Whoa! Another Reason To Love Vim

I've been struggling with some misconfigured appliances at work for the past couple of days, and I was getting tired of manually diff-ing things. On a whim, I decided to ask Google if there is a better way. Turns out there is, and it uses what I already know and love: VIM. Here's a command that lets you diff two remote file using vimdiff:

vimdiff scp://user@host//path/to/file scp://user@otherhost//path/to/file

This is going to save me so much time! I hope it is as useful to you all as it is to me.

SVN Commits By User

The other day at work, I found myself needing to see a list of Subversion commits by a specific user. I spent a few minutes looking at the svn log help, but nothing seemed to be designed to show commits by user. It took me a while to find something to do the trick, but this is it:

svn log | sed -n '/username/,/-----$/ p'

Gotta love sed!

More django-articles Updates

I've spent a little more time lately adding new features to django-articles. There are two major additions in the latest release (2.0.0-pre2).

  • Article attachments
  • Article statuses

That's right folks! You can finally attach files to your articles. This includes attachments to emails that you send, if you have the articles from email feature properly configured. To prove it, I'm going to attach a file to this article (which I'm posting via email).

Next, I've decided that it's worth allowing the user to specify different statuses for their articles. One of the neat things about this feature is that if you are a super user, you're logged in, and you save an article with a status that is designated as "non-live", you will still be able to see it on the site. This is a way for users to preview their work before making it live. Out of the box, there are only two statuses: draft and finished. You're free to add more statuses if you feel so inclined (they're in the database, not hardcoded).

The article status is still separate from the "is_active" flag when saving an article. Any article that is marked as inactive will not appear on the site regardless of the article's "status".

On a slightly less impressive note (although still important), this release includes some basic unit tests. Most of the tests currently revolve around article statuses and making sure that the appropriate articles appear on the site.

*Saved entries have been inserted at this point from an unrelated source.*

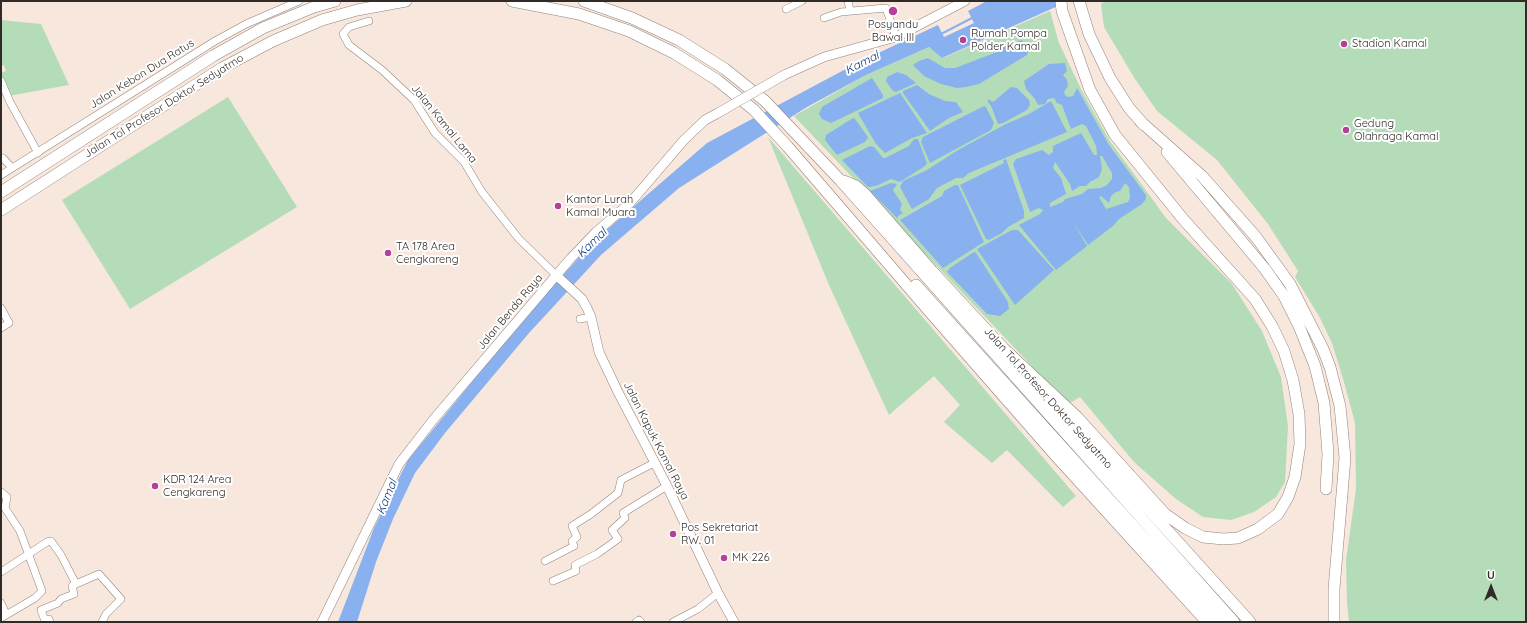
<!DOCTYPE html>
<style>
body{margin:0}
#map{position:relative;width:1527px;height:623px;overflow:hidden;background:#f8e7dd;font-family:Quicksand,sans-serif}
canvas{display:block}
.frame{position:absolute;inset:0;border:2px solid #312b27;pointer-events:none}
.north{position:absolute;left:1471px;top:567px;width:40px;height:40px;-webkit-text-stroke:3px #fff;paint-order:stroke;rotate:0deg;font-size:11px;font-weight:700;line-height:16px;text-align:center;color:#312b27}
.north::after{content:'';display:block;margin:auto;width:14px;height:18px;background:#312b27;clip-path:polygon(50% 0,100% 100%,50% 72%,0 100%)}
</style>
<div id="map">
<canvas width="1527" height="623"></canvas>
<div class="frame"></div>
<div class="north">U</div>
</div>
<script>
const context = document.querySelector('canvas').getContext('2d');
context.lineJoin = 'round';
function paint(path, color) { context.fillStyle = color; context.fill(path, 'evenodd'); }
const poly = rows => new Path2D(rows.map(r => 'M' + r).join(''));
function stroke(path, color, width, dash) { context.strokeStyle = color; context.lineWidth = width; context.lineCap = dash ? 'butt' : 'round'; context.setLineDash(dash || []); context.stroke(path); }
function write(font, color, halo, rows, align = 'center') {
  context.font = font + ' Quicksand,sans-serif'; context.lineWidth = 4; context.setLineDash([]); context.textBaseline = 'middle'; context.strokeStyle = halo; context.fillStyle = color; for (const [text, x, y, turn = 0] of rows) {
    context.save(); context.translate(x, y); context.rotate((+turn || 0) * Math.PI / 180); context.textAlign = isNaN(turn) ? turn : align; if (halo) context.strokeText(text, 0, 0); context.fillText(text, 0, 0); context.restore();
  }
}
paint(poly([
 [1105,1,1526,1,1526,622,1349,622,1347,603,1346,560,1356,489,1355,423,1344,382,1332,343,1319,316,1295,277,1298,271,1268,224,1217,160,1157,111,1135,79,1104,27,1101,4],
 [1050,11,1059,43,1082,91,1110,141,1166,218,1232,284,1262,331,1281,377,1288,426,1285,482,1276,497,1254,512,1231,520,1203,517,1176,499,1134,462,1080,397,1068,404,794,116,866,75,929,47,943,58],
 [1,20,41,24,69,85,8,96,1,81,1,73,6,71,4,65,1,66],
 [228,97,297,207,130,309,62,200],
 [768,137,1076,496,1063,507,1007,450,992,463,944,422,960,405,934,376,889,415,829,285]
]), '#b4dcb9');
paint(poly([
 [987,1,1069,1,942,58,929,47,866,75,807,107,679,188,601,255,529,333,445,433,415,473,393,519,376,562,357,622,338,622,374,528,408,460,529,312,595,240,707,143,859,62,938,25,944,37,974,23,968,11],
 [1022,40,1024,45,1027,45,1029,48,1027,55,979,84,966,87,957,88,941,84,924,76,913,65,919,61,928,58,945,68,955,68,997,52,1003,47],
 [1065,63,1067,71,1063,75,1067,80,1068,86,1064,92,1065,95,1068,97,1073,96,1077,88,1109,145,1146,195,1146,199,1142,204,1119,219,1113,226,1088,245,1073,222,1087,246,1056,270,1019,225,1040,214,1043,210,1039,208,1030,212,1013,164,1016,159,1042,150,1049,155,1053,152,1053,146,1081,133,1094,155,1097,155,1096,146,1086,126,1082,124,1071,129,1062,105,1057,103,1054,98,1048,99,1045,104,1038,105,1035,99,1026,89,1024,81,1049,64],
 [1102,156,1112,173,1112,179,1107,185,1101,188,1088,189,1082,194,1065,199,1063,202,1050,207,1050,203,1066,194,1061,178,1053,168,1055,162,1070,184,1072,191,1080,186,1086,186,1090,182,1099,177,1102,169,1100,156],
 [1125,183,1129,187,1130,198,1128,202,1106,209,1099,197,1101,196,1109,203,1111,196,1116,192,1120,191],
 [897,72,906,75,916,83,896,92,893,91,886,81,887,77],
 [872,78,883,95,883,98,831,123,822,119,819,114,822,107],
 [917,85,929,94,945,101,956,102,963,112,949,118,930,131,903,93,903,91],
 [1011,87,1017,88,1029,100,1030,105,1027,110,1003,123,998,124,991,106,988,102,988,99,993,102],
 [900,93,927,133,912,138,885,153,876,144,858,113],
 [1051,101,1067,132,969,173,963,178,956,178,937,188,929,199,912,209,900,187,903,181,927,170,958,150,1004,125,1029,114],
 [984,106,986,107,994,123,991,130,930,163,921,142,923,137],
 [853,118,855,119,868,137,867,139,865,142,837,155,825,140,826,135],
 [914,139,918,139,927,163,925,166,900,182,891,179,876,186,868,187,842,160,870,146,874,147,883,158,885,158,909,146],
 [1006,159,1024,211,1024,218,1008,227,1002,233,989,240,986,239,960,185,1004,163,1003,160],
 [891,183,897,184,893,190,902,204,900,210,903,213,898,216,898,219,870,191],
 [955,185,958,185,984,242,943,268,900,220,942,196,944,191],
 [1012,230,1018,230,1054,270,1015,305,977,249],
 [974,252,976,253,1008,302,1009,309,1000,316,987,314,947,272,950,268]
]), '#89b1f0');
stroke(poly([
 [941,34,974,17]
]), '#89b1f0', 2);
const minor = poly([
 [848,1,850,11],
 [786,9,802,1],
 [824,18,841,12,886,8,896,37],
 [369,21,349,27,343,34,349,45,382,70,414,100,435,133,464,162,482,192,519,239,556,275],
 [1,81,10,102,38,153],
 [3,158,12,168],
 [1,175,215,41,246,24,299,1],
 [1,308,9,323,1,328],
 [580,319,591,317],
 [1,492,7,497,5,508,20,531,42,591,35,598,1,618],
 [545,561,574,546,572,541,577,537,572,526,591,514,618,493,621,480,654,463],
 [1,572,47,542,51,541,61,555,76,584,99,574,121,599,106,614,102,622],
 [553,581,576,571,575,565,597,554,618,539,612,530,625,518,623,513,667,486],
 [1,603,6,614],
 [50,622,49,619,45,621,41,610,58,603,61,599,74,594,72,586,76,584],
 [636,622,639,620,641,622],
 [673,622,698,609,718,593]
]);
const major = poly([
 [784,75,824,57,896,37,965,1],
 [556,275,582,299,587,308,591,317,599,352,618,392,667,486,718,593,734,622],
 [322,622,399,464,433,420,571,258,596,232,630,203,684,140,705,120,718,113]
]);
const highway = poly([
 [512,1,579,14,629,31,674,53,717,80,754,110,788,147,929,311,1055,455,1207,622],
 [584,1,632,18,679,40,725,69,765,101,840,180,1234,622],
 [1079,1,1089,34,1110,78,1129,108,1144,125],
 [1140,121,1202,176,1256,237,1290,284,1323,349,1330,367,1340,406,1345,458,1334,589,1334,622],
 [1167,152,1265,269,1284,296,1299,326,1315,366,1324,403,1328,454,1326,489],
 [844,181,856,186,865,194,932,271,1006,351],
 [1,192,213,56,263,28,314,7,335,1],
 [1,210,222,68,273,41,322,20,357,10,406,1],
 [916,285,1220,622],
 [1002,347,1077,417,1165,514,1185,528,1203,537,1223,539,1238,538,1258,529,1278,514,1288,497,1295,477,1300,444,1299,414,1293,380,1284,351,1272,326,1255,299,1183,219,1115,135,1090,90,1062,11,1061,1],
 [1050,400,1250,622]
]);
stroke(minor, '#918279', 8);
stroke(major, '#918279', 10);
stroke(highway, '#918279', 12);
stroke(minor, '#fff', 7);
stroke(major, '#fff', 9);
stroke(highway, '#fff', 11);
const majorBridge = poly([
 [718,113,784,75]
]);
stroke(majorBridge, '#918279', 10, []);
stroke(majorBridge, '#fff', 9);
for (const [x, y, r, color] of [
 [893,11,5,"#b64097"],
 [963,40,4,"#b64097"],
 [1344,44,4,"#b64097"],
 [1346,130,4,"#b64097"],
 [558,206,4,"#b64097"],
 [388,253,4,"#b64097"],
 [155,486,4,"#b64097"],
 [673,534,4,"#b64097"],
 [724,558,4,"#b64097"]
]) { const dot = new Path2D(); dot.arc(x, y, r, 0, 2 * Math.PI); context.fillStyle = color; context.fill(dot); stroke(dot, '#fff', 1.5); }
write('11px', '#312b27', '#fff', [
 ["Posyandu",893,25,"center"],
 ["Bawal III",893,38,"center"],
 ["Rumah Pompa",971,34],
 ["Polder Kamal",971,47],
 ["Stadion Kamal",1352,44],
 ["Gedung",1354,124],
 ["Olahraga Kamal",1354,137],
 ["Kantor Lurah",566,200],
 ["Kamal Muara",566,213],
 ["TA 178 Area",396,247],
 ["Cengkareng",396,260],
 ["KDR 124 Area",163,480],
 ["Cengkareng",163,493],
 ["Pos Sekretariat",681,528],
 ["RW. 01",681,541],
 ["MK 226",732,558]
], 'left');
write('11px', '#312b27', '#fff', [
 ["Jalan Kebon Dua Ratus",142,74,-32],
 ["Jalan Tol Profesor Doktor Sedyatmo",164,106,-32],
 ["Jalan Kamal Lama",444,124,51],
 ["Jalan Benda Raya",510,312,-50],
 ["Jalan Tol Profesor Doktor Sedyatmo",1048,398,48],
 ["Jalan Kapuk Kamal Raya",656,441,63]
]);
write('italic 12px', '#06377f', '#fff', [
 ["Kamal",862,63,-27],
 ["Kamal",592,243,-44],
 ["Kamal",387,497,-68]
]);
</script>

Learned Something New Today

I learned something very interesting today regarding JavaScript. Back in the day, I used to put something like this in my HTML when I wanted to include some JS:

<script language="javascript">
...
</script>

Then I learned that I should be using something like this instead:

<script type="text/javascript">
...
</script>

I've been doing that for years and years now. Turns out I've been wrong all this time. Well, at least for 4 years of that time. I stumbled upon RFC4329 today for whatever reason and noticed that it said the text/javascript mimetype is obsolete. I dug into the RFC a bit and found this:

Various unregistered media types have been used in an ad-hoc fashion
to label and exchange programs written in ECMAScript and JavaScript.
These include:

   +-----------------------------------------------------+
   | text/javascript          | text/ecmascript          |
   | text/javascript1.0       | text/javascript1.1       |
   | text/javascript1.2       | text/javascript1.3       |
   | text/javascript1.4       | text/javascript1.5       |
   | text/jscript             | text/livescript          |
   | text/x-javascript        | text/x-ecmascript        |
   | application/x-javascript | application/x-ecmascript |
   | application/javascript   | application/ecmascript   |
   +-----------------------------------------------------+

Use of the "text" top-level type for this kind of content is known to
be problematic.  This document thus defines text/javascript and text/
ecmascript but marks them as "obsolete".  Use of experimental and
unregistered media types, as listed in part above, is discouraged.
The media types,

   * application/javascript
   * application/ecmascript

which are also defined in this document, are intended for common use
and should be used instead.

So yeah. It's time to go update all of my JavaScript stuff I guess. I thought the rest of you who are/were in the same boat as me might like to know about this...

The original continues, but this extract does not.